The week's good news: May 18, 2023
It wasn't all bad!
Mississippi has a state fruit, thanks to these 4th grade students
Last fall, fourth-grade teacher Lisa Parenteau had no idea that by spring break, her students would be responsible for Mississippi having an official state fruit. After reading an article in Scholastic News about kids in Kansas getting the Sandhill plum named their state's fruit, it sparked a discussion in her classroom about whether their state had an official fruit. There wasn't one, and Project Blueberry was born. They chose blueberry as their official candidate since it's the most grown fruit in Mississippi, and asked their state representative to sponsor a bill. She agreed, and HB 1027 passed the House in February and Senate in March. Over spring break, the students went to the Mississippi State Capitol to watch the governor sign the bill into law. Parenteau told K-12 Dive she was inspired by her students and "just let them guide me. Everybody tells me I did such a good job, but I didn't. The kids did it. I was just there for the ride."
Rangers, community members work together to preserve 'riches' of Peruvian forest
Carlos Alberto Llauce Baldera has made it his mission to preserve and protect the Pómac Forest Historical Sanctuary in northern Peru. More than 100 species of birds and mammals live in this dry forest, where Llauce has been a park ranger since 2000. Around this time, hundreds of people came to the forest, after fake land speculators said they could purchase homesteads. They were forcibly evicted in 2009, and the forest was heavily damaged, with swaths of trees cut down. To stop illegal woodcutting, rangers began working with people in settlements just outside the sanctuary, educating them on how to take care of the forest, Llauce told The Christian Science Monitor. The community members soon gained "more understanding of the value of the park," he said. "We now work together to preserve its riches." Around 280 settlement residents volunteer in the forest, and Llauce told the Monitor the seedpods of algarrobo trees he finds on the ground "tell us the reforestation of this damaged area is a success."
The Progress Network wants to positively shift perspectives
Instead of focusing on what's going wrong, Zachary Karabell wants people to think about what could go right. Karabell is the founder of The Progress Network, which aims to deliver "a positive perspective on a complicated world" through newsletters, podcasts, and events. He launched the network to push back against the "relentless doom and gloom" dominating headlines, and told The Week there "is a real risk of over-focusing on the negative. Societies convinced the future will be more grim tend to become more fatalistic." To solve problems, you have to believe you can, Karabell continued, and remember that "we know what we fear and what we hope, and what we do in the present has a massive effect on what unfolds." Karabell co-hosts the podcast What Could Go Right, covering current issues through the lens of progress and finding solutions. He encourages listeners to be open and humble to the fact that "people have been way wrong about things being good and way wrong about things being bad."
NASA astronaut inspires kids to reach for the stars
Navy Lt.
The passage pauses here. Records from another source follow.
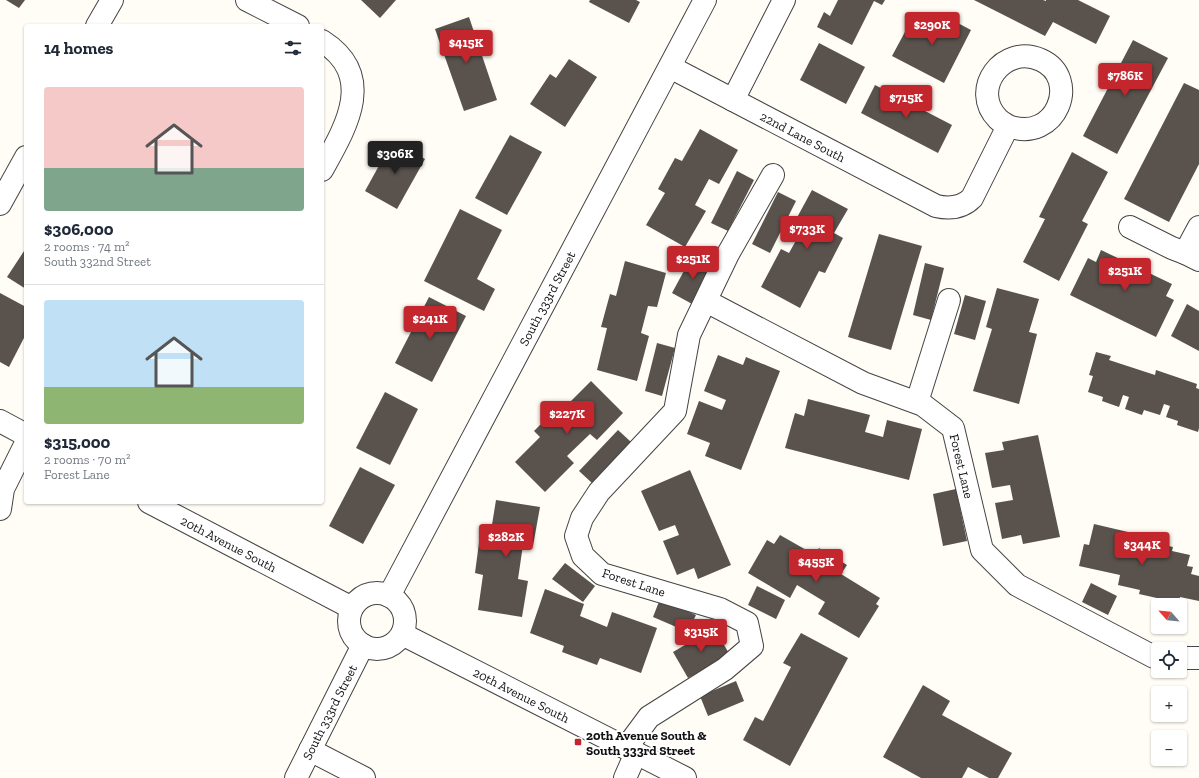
<!DOCTYPE html>
<meta charset="utf-8">
<style>
body{margin:0;font-family:"Zilla Slab",serif;background:#f6f6f7;color:#1f2937;height:100vh;display:flex;flex-direction:column;font-size:15px;white-space:nowrap}
*{box-sizing:border-box;margin:0}
p{font-size:13px;color:#747a83}
.icon{flex:none;width:22px;height:22px;fill:none;stroke:currentColor;stroke-width:2;stroke-linecap:round;stroke-linejoin:round}
.map{position:relative;flex:1;overflow:hidden}
.sheet{position:absolute;left:24px;top:24px;width:300px;height:480px;display:flex;flex-direction:column;background:#fff;border-radius:4px;box-shadow:0 1px 3px #0004}
.sheet>*{flex:none}
.needle{width:26px;rotate:297deg}
.tools{position:absolute;left:1151px;top:598px;display:grid;gap:8px}
.tools a{display:grid;place-items:center;width:36px;height:36px;border-radius:4px;background:#fff;box-shadow:0 1px 3px #0004;font-size:20px}
.price{position:absolute;translate:-50% -34px;padding:0 9px;border-radius:4px;background:#c4262e;color:#fff;font-size:13px;line-height:26px;filter:drop-shadow(0 1px 2px #0008)}
.price::after{content:'';position:absolute;left:50%;top:24px;width:12px;height:9px;margin-left:-6px;background:inherit;clip-path:polygon(0 0,100% 0,50% 100%)}
.price.on{background:#222;color:#fff}
ul{padding:0;list-style:none}
li{display:grid;align-content:center;gap:8px;height:212px;padding:0 20px}
li+li{border-top:1px solid #e0e1e3}
li span{display:grid;place-items:center;height:124px;border-radius:4px;color:#555}
li>.icon{margin-inline-start:auto}
span .icon{width:72px;height:72px;fill:#fffc;stroke-width:1}
li b{font-size:17px}
h2{display:flex;justify-content:space-between;align-items:center;height:48px;padding:0 20px;font-size:17px}
.map>svg:first-child{display:block}
</style>
<div class="map">
<svg width="1199" height="778" viewBox="0 0 1199 778">
<rect width="100%" height="100%" fill="#fffdf5"/>
<!-- building -->
<g fill="#5a524d">
<path d="M6 0H25L19 8Z"/>
<path d="M361 0H396L380 18Z"/>
<path d="M590 0H636L640 2 629 23 589 2Z"/>
<path d="M838 0H885L882 5 874 1 852 45 817 27 824 12 830 16Z"/>
<path d="M974 0H1043L1046 1V0H1078L1110 16 1096 44 1053 22 1045 36Z"/>
<path d="M937 12 971 30 944 83 892 56 913 17 930 26Z"/>
<path d="M469 17 497 100 464 111 435 29Z"/>
<path d="M1133 40 1168 58 1117 154 1083 136Z"/>
<path d="M819 43 865 67 846 104 800 80Z"/>
<path d="M569 59 597 77 565 127 530 104 550 74 556 78Z"/>
<path d="M1184 83 1199 90V164L1169 222 1124 199Z"/>
<path d="M875 85 952 125 938 153 861 113Z"/>
<path d="M700 129 738 150 719 184 709 179 695 205 706 211 685 247 646 225 665 193 658 189 675 158 682 161Z"/>
<path d="M510 135 542 152 507 215 475 198Z"/>
<path d="M392 142 425 159 397 209 365 191Z"/>
<path d="M1072 152 1108 172 1082 221 1088 224 1059 281 1023 262 1045 219 1039 217Z"/>
<path d="M737 171 754 180 728 231 711 223Z"/>
<path d="M812 190 848 209 834 233 843 238 825 273 819 271 800 308 761 287 781 249 789 253 803 228 794 223Z"/>
<path d="M778 192 796 201 770 253 752 244Z"/>
<path d="M460 209 502 230 477 279 495 289 484 311 424 281Z"/>
<path d="M879 234 922 246 891 350 848 337Z"/>
<path d="M26 248V289L7 277Z"/>
<path d="M1101 250 1172 284 1166 296 1174 300 1156 337 1070 295 1088 258 1096 262Z"/>
<path d="M692 256 713 267 694 305 672 293Z"/>
<path d="M625 261 666 273 657 307 648 306 641 333 649 336 637 381 597 370 607 328 601 327 610 294 616 296Z"/>
<path d="M925 263 944 268 931 320 913 315Z"/>
<path d="M997 288 1039 299 1029 332 1037 334 1019 404 973 391 992 329 986 327Z"/>
<path d="M0 293 26 307V334L9 367 0 362Z"/>
<path d="M965 295 986 301 975 340 954 334Z"/>
<path d="M429 297 466 316 432 382 395 363Z"/>
<path d="M1187 304 1199 311V351L1171 336Z"/>
<path d="M657 343 675 348 662 396 645 391Z"/>
<path d="M1096 352 1111 356 1109 360 1155 375 1156 370 1197 384 1196 388 1199 389V428L1198 432 1177 425 1178 421 1166 417 1170 406 1164 404 1160 415 1144 410 1142 415 1125 409 1129 397 1123 395 1119 407 1102 401 1103 397 1088 392 1093 376 1089 375Z"/>
<path d="M718 355 743 365 746 357 780 371 741 470 705 456 710 443 687 434 699 401 722 410 726 400 704 391Z"/>
<path d="M591 381 623 413 597 440 590 434 567 456 574 463 545 492 515 462 540 437 534 431 563 402 566 406Z"/>
<path d="M385 392 418 409 390 465 356 448Z"/>
<path d="M808 399 870 415 865 432 883 437 887 420 922 429 909 480 785 448 795 413 804 416Z"/>
<path d="M618 430 631 442 592 483 579 471Z"/>
<path d="M1038 435 1060 537 1023 544 1021 535 1002 539 995 503 1013 500 1010 485 992 488 985 453 1004 450 1002 442Z"/>
<path d="M360 467 395 485 363 544 329 526Z"/>
<path d="M690 470 731 565 698 579 694 568 677 575 663 541 679 535 675 525 659 531 641 491Z"/>
<path d="M956 489 967 541 943 546 933 494Z"/>
<path d="M496 500 540 507 533 546 523 545 518 579 528 581 522 617 478 610 483 575 475 573 480 535 490 537Z"/>
<path d="M1094 524 1128 532 1124 552 1128 553 1130 544 1148 548 1150 542 1173 547 1172 551 1190 555 1187 566 1193 567 1191 574 1199 576V601L1180 597 1179 603 1139 594 1140 590 1118 585 1120 575 1079 566 1084 544 1089 545Z"/>
<path d="M780 535 815 555 819 548 847 565 841 574 880 598 876 604 879 606 859 638 818 614 825 602 797 585 790 598 748 573 767 540 774 544Z"/>
<path d="M565 563 595 586 583 602 552 579Z"/>
<path d="M1091 583 1117 596 1108 615 1082 602Z"/>
<path d="M757 586 785 600 776 619 748 605Z"/>
<path d="M545 589 584 604 580 616 607 627 612 612 657 628 641 673 600 658 597 665 562 652 564 646 530 633Z"/>
<path d="M660 599 696 615 688 632 653 617Z"/>
<path d="M714 628 730 655 688 678 673 652Z"/>
<path d="M801 633 848 658 790 766 743 740 755 717 763 721 791 667 783 663Z"/>
<path d="M736 681 744 701 708 716 700 696Z"/>
<path d="M923 685 950 701 942 715 1012 753 998 778H989L968 767 962 778H921L883 757Z"/>
</g>
<g fill="none" stroke-linecap="round" stroke-linejoin="round">
<defs>
<g id="minor">
<path d="M247 0 298 26"/>
<path d="M97 26 112 0"/>
<path d="M322 41C377 76 346 127 322 170"/>
<path id="s1" d="M670 67 936 206C949 209 962 208 972 198L1008 126C1005 124 1001 122 998 119 969 90 1003 43 1041 60 1081 78 1057 144 1008 126"/>
<path d="M733 100 784 0"/>
<path d="M0 204 26 157"/>
<path d="M1130 227 1172 248 1185 253"/>
<path d="M1199 227 1185 253 1199 260"/>
<path id="s2" d="M706 301 863 383 923 405 953 428 982 550 1017 585 1154 657H1158"/>
<path d="M917 402 949 300"/>
<path d="M0 421 26 435"/>
<path id="s3" d="M149 502 352 608"/>
<path d="M0 509 3 489 26 443"/>
<circle cx="377" cy="621" r="28"/>
<path id="s4" d="M389 596 705 0"/>
<path id="s5" d="M402 634 685 778"/>
<path d="M1180 658H1199"/>
<path d="M626 748 649 717 725 669 752 646 747 623 720 609 602 574 583 556 576 536 582 518 599 492 675 411 689 335 728 254 773 175"/>
<path d="M310 750 364 778"/>
<path id="s6" d="M296 778 363 645"/>
<path d="M625 778 636 753"/>
</g>
</defs>
<!-- minor casing -->
<use href="#minor" stroke="#444" stroke-width="24"/>
<!-- minor -->
<use href="#minor" stroke="#fff" stroke-width="22"/>
</g>
<!-- markers -->
<rect fill="#c4262e" stroke="#fff" stroke-width="1.5" x="574" y="738" width="8" height="8" rx="2"/>
<g text-anchor="middle" stroke-width="4" stroke-linejoin="round" paint-order="stroke">
<!-- street labels -->
<g font-size="13" fill="#111" stroke="#fff">
<text dy="5" stroke="none"><textPath href="#s1" startOffset="150">22nd Lane South</textPath></text>
<text dy="5" stroke="none"><textPath href="#s4" startOffset="337">South 333rd Street</textPath></text>
<text dy="5" stroke="none"><textPath href="#s2" startOffset="318">Forest Lane</textPath></text>
<text dy="5" stroke="none"><textPath href="#s3" startOffset="90">20th Avenue South</textPath></text>
<text transform="translate(634 582) rotate(18)" y="5">Forest Lane</text>
<text dy="5" stroke="none"><textPath href="#s5" startOffset="134">20th Avenue South</textPath></text>
<text dy="5" stroke="none"><textPath href="#s6" startOffset="74">South 333rd Street</textPath></text>
</g>
<!-- poi labels -->
<g font-size="13" font-weight="bold" fill="#111" stroke="#fff" text-anchor="start">
<text x="586" y="740">20th Avenue South &amp;<tspan x="586" dy="15">South 333rd Street</tspan></text>
</g>
</g>
</svg>
<div class="tools">
<a><svg class="needle" viewBox="-14 -14 28 28"><path d="M0-13l5 13h-10z" fill="#e53935"/><path d="M0 13l5-13h-10z" fill="#747a83"/></svg></a>
<a><svg class="icon" aria-label="locate" viewBox="0 0 24 24"><circle cx="12" cy="12" r="6"/><path d="M12 2v4M12 18v4M2 12h4M18 12h4"/></svg></a>
<a>+</a>
<a>−</a>
</div>
<b class="price" style="left:932px;top:46px">$290K</b>
<b class="price" style="left:466px;top:64px">$415K</b>
<b class="price" style="left:1125px;top:97px">$786K</b>
<b class="price" style="left:906px;top:119px">$715K</b>
<b class="price on" style="left:395px;top:175px">$306K</b>
<b class="price" style="left:807px;top:250px">$733K</b>
<b class="price" style="left:693px;top:280px">$251K</b>
<b class="price" style="left:1125px;top:292px">$251K</b>
<b class="price" style="left:430px;top:340px">$241K</b>
<b class="price" style="left:567px;top:435px">$227K</b>
<b class="price" style="left:506px;top:558px">$282K</b>
<b class="price" style="left:1142px;top:566px">$344K</b>
<b class="price" style="left:816px;top:583px">$455K</b>
<b class="price" style="left:701px;top:653px">$315K</b>
<section class="sheet">
<h2>14 homes<svg class="icon" aria-label="filters" viewBox="0 0 24 24"><path d="M4 7h16M4 17h16"/><circle cx="9" cy="7" r="2"/><circle cx="15" cy="17" r="2"/></svg></h2>
<ul>
<li><span style="background:linear-gradient(#f6c9c9 65%,#7fa58c 0)"><svg class="icon" aria-label="home" viewBox="0 0 24 24"><path d="M3 11l9-7 9 7M6 9v11h12V9"/></svg></span><div><b>$306,000</b><p>2 rooms · 74 m²</p><p>South 332nd Street</p></div></li>
<li><span style="background:linear-gradient(#bfe0f5 70%,#8fb573 0)"><svg class="icon" aria-label="home" viewBox="0 0 24 24"><path d="M3 11l9-7 9 7M6 9v11h12V9"/></svg></span><div><b>$315,000</b><p>2 rooms · 70 m²</p><p>Forest Lane</p></div></li>
</ul>
</section>
</div>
Commander Jonny Kim went from having an Apollo 11 poster above his bed to becoming a NASA astronaut selected for the Artemis program. "I wanted to go to space since I was a little child," the 39-year-old told Good Morning America. The son of Korean immigrants, Kim struggled with self-confidence, and after high school, became a Navy SEAL, receiving the Silver Star. He later earned his medical degree from Harvard Medical School, before joining NASA in 2017. During the Artemis missions, astronauts will explore more of the lunar surface, with NASA sending the first woman and first person of color to the moon. Kim didn't have any astronaut role models he could relate to, he told GMA, and the diversity at NASA now could help young people "unlock a potential that will make them be the very best versions of themselves ... when everyone can do that, we're going to be a stronger, better America. We're going to be a stronger, better humanity."
77-year-old has her dream wedding — with a twist
What started as an event to make her pals laugh turned into something special for Dorothy "Dottie" Fideli. On May 13, the 77-year-old "married" herself in front of family and friends at the O'Bannon Terrace Retirement Community in Goshen, Ohio. She told Today she came up with the idea because "I do some crazy things around here just to make people laugh. When I see them all down in the dumps, I go get one of my outfits on and dress up and come down, and they smile." Fideli's daughter, Donna Pennington, bought her mom a dress, made food, and put up decorations for the ceremony, and while it was originally for her friends and neighbors, Fideli realized that it was really her dream come true. When she married her ex-husband in 1965, they did not have the formal wedding she wanted, Fideli said, and for her daughter to make it happen decades later was "the best thing" ever.